→ EXTRACTED MATERIAL:
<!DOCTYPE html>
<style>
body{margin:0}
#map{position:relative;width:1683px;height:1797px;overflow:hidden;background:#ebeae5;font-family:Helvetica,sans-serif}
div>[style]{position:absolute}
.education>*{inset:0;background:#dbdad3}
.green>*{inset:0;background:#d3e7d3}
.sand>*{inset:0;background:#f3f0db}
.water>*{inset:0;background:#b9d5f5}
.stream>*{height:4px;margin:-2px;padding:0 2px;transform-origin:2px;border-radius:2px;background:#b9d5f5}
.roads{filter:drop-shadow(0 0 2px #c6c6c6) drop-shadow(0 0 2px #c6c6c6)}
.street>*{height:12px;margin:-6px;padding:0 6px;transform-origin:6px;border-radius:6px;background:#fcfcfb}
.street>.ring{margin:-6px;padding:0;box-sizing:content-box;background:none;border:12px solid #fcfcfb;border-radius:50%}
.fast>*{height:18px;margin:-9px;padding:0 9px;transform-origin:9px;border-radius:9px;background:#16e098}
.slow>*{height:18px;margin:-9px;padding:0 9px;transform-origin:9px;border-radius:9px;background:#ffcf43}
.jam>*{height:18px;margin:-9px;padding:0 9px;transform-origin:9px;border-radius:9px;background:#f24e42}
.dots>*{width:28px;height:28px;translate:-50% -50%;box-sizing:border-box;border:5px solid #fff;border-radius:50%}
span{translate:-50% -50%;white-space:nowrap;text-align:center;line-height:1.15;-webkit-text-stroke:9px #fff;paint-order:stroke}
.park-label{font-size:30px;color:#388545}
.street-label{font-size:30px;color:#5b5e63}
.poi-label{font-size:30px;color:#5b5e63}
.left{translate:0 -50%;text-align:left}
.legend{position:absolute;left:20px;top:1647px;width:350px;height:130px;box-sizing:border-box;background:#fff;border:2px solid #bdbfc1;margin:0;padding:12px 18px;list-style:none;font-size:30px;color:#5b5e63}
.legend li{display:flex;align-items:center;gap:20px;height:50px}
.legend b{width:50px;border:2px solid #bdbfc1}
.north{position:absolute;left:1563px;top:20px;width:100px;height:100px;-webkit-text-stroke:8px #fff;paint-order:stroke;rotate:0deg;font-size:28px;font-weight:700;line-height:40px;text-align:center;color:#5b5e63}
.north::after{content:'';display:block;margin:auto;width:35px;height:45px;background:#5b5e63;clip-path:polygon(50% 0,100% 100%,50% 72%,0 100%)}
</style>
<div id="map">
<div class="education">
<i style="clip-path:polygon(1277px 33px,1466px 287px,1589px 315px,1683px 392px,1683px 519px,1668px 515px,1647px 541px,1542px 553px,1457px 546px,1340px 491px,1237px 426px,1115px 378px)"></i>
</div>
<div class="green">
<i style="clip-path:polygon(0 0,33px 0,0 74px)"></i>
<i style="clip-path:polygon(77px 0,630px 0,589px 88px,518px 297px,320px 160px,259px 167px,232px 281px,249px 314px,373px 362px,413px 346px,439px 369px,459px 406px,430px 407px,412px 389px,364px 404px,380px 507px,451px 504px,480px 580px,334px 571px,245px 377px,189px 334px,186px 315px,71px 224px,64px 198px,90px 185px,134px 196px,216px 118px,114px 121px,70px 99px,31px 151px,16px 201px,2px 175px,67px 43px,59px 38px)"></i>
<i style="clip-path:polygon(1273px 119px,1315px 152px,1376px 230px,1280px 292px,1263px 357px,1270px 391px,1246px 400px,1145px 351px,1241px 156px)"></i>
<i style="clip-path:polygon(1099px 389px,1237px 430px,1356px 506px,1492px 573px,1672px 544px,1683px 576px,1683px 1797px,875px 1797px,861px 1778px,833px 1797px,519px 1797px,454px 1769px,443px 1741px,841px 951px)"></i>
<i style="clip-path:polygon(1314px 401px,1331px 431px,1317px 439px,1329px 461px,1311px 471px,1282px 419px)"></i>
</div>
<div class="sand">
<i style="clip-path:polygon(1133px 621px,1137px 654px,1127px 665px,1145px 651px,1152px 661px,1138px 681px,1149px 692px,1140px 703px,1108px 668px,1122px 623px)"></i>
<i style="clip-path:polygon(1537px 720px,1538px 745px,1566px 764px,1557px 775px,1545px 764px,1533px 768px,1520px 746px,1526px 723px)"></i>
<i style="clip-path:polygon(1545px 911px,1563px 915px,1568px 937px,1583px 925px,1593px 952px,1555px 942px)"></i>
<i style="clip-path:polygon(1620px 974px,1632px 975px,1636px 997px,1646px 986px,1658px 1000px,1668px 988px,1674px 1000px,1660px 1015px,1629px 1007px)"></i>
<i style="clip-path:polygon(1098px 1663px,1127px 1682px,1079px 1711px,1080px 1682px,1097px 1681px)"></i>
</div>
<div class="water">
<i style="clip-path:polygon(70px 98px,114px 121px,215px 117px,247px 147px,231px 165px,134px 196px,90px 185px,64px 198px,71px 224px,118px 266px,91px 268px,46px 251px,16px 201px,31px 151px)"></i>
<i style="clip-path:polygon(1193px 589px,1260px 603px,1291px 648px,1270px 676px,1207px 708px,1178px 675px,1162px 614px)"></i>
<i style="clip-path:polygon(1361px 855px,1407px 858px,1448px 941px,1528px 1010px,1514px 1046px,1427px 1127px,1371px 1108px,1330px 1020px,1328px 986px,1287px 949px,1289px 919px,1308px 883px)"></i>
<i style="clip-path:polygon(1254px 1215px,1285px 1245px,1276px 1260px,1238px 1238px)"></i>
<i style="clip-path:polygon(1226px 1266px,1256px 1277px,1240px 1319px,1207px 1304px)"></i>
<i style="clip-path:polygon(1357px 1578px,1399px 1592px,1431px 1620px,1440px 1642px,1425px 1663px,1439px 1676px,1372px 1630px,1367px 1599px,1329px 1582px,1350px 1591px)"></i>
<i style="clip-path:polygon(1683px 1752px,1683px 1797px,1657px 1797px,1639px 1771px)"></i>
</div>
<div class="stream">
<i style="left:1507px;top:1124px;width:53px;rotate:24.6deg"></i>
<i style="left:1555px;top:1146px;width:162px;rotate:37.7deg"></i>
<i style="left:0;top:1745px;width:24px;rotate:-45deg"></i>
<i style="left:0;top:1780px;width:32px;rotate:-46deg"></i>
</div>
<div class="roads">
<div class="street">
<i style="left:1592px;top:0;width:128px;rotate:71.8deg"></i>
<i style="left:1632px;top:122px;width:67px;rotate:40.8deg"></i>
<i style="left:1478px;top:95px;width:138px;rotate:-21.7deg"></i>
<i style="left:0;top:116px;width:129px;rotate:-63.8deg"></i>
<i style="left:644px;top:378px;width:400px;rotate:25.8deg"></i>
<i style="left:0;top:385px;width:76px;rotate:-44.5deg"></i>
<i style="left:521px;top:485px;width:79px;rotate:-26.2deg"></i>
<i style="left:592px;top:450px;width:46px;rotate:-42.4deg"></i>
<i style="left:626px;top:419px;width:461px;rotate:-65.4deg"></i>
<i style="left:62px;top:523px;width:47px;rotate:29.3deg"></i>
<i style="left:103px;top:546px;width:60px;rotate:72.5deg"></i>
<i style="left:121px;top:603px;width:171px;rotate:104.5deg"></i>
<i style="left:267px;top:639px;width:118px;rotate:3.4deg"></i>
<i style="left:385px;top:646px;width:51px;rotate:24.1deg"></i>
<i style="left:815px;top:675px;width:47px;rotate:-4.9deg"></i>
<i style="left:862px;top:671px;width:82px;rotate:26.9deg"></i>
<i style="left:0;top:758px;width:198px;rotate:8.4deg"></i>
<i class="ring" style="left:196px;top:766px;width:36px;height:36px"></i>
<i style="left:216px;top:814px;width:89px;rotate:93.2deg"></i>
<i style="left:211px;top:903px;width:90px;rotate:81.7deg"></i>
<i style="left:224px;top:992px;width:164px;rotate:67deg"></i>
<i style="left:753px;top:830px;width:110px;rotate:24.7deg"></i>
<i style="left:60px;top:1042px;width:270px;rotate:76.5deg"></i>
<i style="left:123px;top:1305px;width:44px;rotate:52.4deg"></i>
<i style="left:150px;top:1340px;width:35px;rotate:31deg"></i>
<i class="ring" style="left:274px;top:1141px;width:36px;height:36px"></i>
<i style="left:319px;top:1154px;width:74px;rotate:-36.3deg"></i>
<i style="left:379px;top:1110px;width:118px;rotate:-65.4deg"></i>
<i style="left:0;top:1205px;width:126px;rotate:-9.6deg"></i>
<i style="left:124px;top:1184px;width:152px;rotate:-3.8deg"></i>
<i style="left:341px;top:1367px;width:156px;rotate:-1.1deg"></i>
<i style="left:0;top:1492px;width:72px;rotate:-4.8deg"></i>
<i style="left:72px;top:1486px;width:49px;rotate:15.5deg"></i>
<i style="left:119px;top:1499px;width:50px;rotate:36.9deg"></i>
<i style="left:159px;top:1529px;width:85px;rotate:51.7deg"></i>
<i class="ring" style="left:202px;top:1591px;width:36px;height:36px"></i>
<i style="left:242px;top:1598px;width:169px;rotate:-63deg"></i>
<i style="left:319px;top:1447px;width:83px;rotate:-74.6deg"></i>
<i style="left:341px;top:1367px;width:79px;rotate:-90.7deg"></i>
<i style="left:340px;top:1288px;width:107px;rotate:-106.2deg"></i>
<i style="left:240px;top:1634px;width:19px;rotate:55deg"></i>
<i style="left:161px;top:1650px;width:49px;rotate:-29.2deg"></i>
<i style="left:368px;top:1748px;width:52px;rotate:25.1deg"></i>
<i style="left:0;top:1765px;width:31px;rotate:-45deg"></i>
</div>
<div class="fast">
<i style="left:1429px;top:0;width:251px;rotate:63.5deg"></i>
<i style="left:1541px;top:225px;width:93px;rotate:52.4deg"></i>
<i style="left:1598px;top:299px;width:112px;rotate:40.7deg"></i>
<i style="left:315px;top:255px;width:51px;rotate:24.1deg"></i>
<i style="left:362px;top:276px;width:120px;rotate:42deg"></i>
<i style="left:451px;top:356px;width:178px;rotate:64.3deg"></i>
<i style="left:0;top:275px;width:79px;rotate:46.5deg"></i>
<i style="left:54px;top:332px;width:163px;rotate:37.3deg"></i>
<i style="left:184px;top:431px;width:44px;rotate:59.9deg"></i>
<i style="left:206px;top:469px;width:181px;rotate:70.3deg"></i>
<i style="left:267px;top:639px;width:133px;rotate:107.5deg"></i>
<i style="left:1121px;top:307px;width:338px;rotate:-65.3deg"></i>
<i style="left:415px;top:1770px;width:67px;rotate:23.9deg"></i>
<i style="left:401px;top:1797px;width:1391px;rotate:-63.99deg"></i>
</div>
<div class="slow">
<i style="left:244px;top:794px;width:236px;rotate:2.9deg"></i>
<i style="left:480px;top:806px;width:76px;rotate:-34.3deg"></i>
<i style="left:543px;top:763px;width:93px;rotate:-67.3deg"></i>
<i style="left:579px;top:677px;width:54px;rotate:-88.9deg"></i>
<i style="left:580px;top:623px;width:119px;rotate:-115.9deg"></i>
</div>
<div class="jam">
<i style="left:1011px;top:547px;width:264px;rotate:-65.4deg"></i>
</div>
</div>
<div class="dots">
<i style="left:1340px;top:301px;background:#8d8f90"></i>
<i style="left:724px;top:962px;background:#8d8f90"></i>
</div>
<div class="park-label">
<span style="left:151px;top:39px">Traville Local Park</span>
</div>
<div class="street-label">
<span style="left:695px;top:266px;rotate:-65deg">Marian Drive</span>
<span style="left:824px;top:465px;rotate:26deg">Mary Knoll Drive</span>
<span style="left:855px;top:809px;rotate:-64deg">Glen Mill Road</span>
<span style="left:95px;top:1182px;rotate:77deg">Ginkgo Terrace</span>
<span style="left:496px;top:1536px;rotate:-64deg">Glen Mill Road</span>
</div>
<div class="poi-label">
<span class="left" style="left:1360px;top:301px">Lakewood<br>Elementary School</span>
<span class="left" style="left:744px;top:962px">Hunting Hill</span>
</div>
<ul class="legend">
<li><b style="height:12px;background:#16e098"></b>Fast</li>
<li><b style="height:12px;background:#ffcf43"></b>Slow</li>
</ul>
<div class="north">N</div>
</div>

→ ABOUT THIS EXERCISE:
Whenever "fcfcfb" shows up in a line of the listing, copy that whole line.

→ FINISHED EXERCISE:
.street>*{height:12px;margin:-6px;padding:0 6px;transform-origin:6px;border-radius:6px;background:#fcfcfb}
.street>.ring{margin:-6px;padding:0;box-sizing:content-box;background:none;border:12px solid #fcfcfb;border-radius:50%}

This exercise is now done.